Segment Open
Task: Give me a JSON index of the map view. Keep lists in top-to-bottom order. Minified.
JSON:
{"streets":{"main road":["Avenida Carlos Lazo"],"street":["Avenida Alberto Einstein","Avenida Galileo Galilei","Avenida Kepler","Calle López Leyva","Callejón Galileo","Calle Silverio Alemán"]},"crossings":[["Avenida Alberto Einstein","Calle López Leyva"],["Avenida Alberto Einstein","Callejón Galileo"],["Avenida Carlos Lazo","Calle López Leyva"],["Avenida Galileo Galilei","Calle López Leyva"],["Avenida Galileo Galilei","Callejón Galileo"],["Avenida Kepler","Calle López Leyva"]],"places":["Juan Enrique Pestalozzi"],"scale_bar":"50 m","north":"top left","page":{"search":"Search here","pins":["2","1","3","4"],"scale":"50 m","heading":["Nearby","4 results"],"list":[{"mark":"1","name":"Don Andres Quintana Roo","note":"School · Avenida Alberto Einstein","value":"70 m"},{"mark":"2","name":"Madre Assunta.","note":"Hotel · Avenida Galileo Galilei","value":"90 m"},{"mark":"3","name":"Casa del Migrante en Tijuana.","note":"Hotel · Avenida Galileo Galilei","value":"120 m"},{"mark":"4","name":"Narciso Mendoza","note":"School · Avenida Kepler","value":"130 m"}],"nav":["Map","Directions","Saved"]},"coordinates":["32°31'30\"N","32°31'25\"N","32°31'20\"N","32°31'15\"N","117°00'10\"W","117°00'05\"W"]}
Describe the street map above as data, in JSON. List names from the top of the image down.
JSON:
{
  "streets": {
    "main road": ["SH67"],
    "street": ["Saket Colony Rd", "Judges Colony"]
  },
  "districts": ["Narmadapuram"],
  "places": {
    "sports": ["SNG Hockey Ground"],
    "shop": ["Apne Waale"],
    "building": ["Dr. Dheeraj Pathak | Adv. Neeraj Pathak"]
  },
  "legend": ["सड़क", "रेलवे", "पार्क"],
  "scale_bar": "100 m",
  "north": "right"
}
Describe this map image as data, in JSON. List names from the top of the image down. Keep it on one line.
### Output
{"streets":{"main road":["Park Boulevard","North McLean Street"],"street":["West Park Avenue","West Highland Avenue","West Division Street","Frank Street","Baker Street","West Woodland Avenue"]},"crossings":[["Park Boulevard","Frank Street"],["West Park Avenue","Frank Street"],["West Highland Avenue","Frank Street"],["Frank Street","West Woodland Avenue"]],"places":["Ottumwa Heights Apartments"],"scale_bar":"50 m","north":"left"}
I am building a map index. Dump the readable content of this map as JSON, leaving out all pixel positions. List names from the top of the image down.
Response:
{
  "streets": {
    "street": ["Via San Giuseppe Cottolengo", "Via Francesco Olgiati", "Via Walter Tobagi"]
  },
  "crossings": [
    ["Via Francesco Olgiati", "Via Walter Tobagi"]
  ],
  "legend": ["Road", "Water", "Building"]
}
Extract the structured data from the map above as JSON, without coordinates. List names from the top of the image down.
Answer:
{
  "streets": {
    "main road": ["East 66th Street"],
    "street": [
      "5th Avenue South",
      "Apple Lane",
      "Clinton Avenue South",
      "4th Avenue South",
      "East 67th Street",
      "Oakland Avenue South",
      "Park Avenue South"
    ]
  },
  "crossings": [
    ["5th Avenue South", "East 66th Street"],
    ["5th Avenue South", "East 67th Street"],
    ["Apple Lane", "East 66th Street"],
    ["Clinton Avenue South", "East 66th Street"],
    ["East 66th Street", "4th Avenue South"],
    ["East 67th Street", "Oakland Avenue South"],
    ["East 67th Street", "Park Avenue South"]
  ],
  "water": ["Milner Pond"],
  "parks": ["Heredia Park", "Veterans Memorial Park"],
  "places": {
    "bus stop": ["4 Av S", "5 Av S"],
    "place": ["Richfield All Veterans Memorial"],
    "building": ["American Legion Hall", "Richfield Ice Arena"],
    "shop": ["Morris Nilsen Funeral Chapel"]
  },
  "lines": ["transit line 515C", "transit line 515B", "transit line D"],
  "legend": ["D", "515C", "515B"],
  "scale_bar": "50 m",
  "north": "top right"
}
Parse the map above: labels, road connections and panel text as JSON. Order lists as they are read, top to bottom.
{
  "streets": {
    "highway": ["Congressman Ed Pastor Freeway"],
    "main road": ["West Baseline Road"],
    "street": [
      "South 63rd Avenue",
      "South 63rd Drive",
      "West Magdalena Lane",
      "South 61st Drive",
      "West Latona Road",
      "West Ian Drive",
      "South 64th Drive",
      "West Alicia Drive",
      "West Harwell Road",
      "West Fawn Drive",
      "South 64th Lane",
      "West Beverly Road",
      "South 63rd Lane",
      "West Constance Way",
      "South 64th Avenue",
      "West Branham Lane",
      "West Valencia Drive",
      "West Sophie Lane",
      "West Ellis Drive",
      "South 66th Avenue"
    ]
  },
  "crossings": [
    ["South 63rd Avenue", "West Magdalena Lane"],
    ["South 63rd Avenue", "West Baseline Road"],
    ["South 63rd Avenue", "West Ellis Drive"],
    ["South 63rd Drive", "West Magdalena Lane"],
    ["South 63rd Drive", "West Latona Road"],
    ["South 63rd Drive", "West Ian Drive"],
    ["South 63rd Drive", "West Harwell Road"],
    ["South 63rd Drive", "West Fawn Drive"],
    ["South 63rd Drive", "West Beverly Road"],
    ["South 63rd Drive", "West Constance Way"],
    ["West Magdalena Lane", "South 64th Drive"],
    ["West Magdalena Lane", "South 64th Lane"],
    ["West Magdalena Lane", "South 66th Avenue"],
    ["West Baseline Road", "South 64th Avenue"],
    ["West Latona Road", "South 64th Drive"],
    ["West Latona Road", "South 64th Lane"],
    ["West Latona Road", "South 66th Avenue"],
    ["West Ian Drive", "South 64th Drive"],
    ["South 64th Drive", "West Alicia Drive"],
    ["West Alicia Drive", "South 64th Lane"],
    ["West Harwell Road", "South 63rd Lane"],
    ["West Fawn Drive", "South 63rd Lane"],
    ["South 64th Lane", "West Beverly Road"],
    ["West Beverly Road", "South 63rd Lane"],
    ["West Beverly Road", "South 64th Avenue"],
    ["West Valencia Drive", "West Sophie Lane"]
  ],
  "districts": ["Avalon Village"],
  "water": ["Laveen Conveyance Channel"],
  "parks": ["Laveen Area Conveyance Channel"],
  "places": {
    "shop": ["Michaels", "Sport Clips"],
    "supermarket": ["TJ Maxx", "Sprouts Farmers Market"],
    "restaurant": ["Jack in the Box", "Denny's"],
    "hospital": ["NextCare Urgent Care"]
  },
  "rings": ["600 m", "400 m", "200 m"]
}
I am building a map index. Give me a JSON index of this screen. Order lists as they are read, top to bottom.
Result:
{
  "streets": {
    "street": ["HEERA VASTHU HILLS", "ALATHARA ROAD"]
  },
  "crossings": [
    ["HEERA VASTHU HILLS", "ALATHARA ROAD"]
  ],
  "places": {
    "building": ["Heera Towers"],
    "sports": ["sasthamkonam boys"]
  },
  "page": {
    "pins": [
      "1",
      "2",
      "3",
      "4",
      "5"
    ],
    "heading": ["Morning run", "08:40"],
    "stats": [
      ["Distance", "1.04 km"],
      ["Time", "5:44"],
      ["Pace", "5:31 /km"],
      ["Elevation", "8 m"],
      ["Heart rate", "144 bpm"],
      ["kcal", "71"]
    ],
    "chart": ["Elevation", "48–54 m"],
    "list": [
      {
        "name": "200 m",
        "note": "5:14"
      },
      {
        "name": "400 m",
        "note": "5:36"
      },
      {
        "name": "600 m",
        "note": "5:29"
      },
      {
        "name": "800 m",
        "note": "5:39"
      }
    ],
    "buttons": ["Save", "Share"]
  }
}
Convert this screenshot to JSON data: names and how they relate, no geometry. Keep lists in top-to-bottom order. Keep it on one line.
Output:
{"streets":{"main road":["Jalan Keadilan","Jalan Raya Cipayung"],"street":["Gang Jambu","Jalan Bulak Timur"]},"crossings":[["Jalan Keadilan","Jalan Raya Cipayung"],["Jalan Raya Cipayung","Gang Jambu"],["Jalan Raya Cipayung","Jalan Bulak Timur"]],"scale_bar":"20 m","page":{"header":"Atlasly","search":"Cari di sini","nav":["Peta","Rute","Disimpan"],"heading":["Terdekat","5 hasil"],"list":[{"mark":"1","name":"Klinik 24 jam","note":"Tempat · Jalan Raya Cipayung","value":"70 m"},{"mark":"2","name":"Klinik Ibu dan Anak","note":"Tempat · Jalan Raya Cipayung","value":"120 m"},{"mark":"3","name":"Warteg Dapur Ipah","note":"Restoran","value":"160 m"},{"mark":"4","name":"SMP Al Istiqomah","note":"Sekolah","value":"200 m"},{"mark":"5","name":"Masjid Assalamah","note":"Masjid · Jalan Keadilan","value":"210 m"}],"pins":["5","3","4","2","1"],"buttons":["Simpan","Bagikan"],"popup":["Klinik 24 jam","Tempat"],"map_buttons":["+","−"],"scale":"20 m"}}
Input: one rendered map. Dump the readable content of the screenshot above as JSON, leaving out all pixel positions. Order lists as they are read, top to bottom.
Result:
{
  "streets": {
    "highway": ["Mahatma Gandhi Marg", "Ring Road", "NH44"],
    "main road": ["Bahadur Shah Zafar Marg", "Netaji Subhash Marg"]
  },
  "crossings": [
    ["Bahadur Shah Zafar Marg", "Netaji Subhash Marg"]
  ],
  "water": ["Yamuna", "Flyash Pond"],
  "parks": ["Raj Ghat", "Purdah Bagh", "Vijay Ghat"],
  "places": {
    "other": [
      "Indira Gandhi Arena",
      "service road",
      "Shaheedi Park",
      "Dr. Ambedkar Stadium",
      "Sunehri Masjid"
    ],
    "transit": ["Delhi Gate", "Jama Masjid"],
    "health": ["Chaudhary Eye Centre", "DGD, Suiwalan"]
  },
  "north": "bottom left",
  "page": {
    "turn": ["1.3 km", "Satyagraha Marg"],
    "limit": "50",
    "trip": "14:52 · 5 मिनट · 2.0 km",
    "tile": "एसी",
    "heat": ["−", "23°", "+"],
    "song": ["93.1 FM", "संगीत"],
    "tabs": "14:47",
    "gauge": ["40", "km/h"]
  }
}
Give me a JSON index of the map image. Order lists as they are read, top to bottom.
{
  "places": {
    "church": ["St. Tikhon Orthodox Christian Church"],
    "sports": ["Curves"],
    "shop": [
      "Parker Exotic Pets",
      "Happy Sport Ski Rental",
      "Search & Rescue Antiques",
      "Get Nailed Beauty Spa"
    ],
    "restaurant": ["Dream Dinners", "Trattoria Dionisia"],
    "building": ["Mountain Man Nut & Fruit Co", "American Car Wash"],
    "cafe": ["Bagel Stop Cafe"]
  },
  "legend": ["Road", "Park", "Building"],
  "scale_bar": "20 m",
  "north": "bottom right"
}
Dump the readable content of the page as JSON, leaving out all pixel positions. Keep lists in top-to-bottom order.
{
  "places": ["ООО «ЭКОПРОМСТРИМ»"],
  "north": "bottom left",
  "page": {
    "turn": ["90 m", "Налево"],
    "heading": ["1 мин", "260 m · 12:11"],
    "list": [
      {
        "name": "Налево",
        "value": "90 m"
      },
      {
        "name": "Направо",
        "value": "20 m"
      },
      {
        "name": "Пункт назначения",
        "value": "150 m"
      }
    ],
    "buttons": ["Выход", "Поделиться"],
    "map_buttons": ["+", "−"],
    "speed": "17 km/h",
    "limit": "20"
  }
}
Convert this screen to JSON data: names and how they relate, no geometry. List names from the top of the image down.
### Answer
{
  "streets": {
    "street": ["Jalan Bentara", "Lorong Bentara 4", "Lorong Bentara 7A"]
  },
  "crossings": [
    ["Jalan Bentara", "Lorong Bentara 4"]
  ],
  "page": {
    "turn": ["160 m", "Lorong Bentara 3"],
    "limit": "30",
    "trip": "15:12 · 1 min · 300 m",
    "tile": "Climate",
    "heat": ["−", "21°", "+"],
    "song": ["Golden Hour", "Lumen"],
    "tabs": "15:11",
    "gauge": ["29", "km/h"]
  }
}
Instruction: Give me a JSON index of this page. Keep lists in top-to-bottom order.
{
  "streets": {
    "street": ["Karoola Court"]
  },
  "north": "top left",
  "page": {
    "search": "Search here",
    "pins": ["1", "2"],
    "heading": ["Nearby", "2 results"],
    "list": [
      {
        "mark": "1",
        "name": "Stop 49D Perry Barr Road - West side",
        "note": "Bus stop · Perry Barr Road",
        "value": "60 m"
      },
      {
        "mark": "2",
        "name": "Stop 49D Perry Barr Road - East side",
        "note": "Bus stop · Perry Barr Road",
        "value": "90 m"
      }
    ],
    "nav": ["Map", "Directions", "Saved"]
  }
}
Segment Closed
- **HOW TO COMPLETE THIS TASK**
Copy out every line from the material above where the string "American" turns up.

- **WRITTEN RESPONSE**
    "building": ["American Legion Hall", "Richfield Ice Arena"],
    "building": ["Mountain Man Nut & Fruit Co", "American Car Wash"],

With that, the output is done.